House panel considers relief for state Medicaid programs

By Diana Manos

With a depressed economy and already strained state budgets, a House panel on Tuesday considered extending emergency federal assistance to state Medicaid programs.

The House Energy and Commerce Committee's Subcommittee on Health held a hearing to examine the effects of the economic downturn on Medicaid programs. On the table for consideration is H.R. 5268, legislation to provide a temporary increase in the Medicaid federal medical assistance percentage (FMAP). The bill was introduced last February by Rep. Frank Pallone (D-N.J.) and referred to the House Committee on Energy and Commerce for consideration.

States are in trouble, with state revenues slowing each quarter, according to Robert Tannenwald, president of the National Tax Association and vice president of the Federal Reserve Bank of Boston.

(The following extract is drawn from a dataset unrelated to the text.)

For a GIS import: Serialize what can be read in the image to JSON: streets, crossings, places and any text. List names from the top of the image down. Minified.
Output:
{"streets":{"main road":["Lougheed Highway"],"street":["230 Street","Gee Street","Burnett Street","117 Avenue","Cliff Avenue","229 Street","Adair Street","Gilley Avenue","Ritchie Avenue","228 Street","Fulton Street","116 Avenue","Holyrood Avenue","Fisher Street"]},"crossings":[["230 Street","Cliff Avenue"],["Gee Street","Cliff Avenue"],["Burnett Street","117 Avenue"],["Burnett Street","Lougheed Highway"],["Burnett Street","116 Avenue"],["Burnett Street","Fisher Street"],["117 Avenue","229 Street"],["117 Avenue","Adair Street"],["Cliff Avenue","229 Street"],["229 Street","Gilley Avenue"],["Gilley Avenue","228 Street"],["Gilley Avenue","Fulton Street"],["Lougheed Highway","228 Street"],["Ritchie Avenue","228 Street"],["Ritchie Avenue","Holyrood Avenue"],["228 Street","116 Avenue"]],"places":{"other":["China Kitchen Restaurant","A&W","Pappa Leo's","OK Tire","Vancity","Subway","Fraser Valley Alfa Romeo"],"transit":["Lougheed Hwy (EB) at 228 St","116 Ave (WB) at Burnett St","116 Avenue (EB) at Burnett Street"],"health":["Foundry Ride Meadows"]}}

"The nationwide turmoil in housing markets, soaring energy prices and falling employment have combined to hit sales tax collections especially hard," he said.

Heather Howard, commissioner of the New Jersey Department of Health and Senior Services, affirmed the distress. Some states have already made cuts to public health programs, with threats of increased cuts looming. In New Jersey, seven hospitals have closed in the past 18 months and half of those that remain open are operating in the red, she said.

Howard said unless Congress intervenes with temporary increases in FMAP, states may be forced to reduce healthcare services and eligibility for the most vulnerable.

Robert Helms, a resident scholar at the American Enterprise Institute in Washington, D.C., said he doesn't recommend a temporary reprieve. That will make "an already flawed policy even worse," he said.

Instead, Helms recommended fixed grants to states based on their economic performance and populations of poor and disabled.  

A recent study by the Center on Budget and Policy Priorities found at least 29 states are facing an estimated $48 billion in combined shortfalls in their budgets for fiscal year 2009. In addition, 20 states have already reduced services to their residents, including some of their most vulnerable populations, according to the center.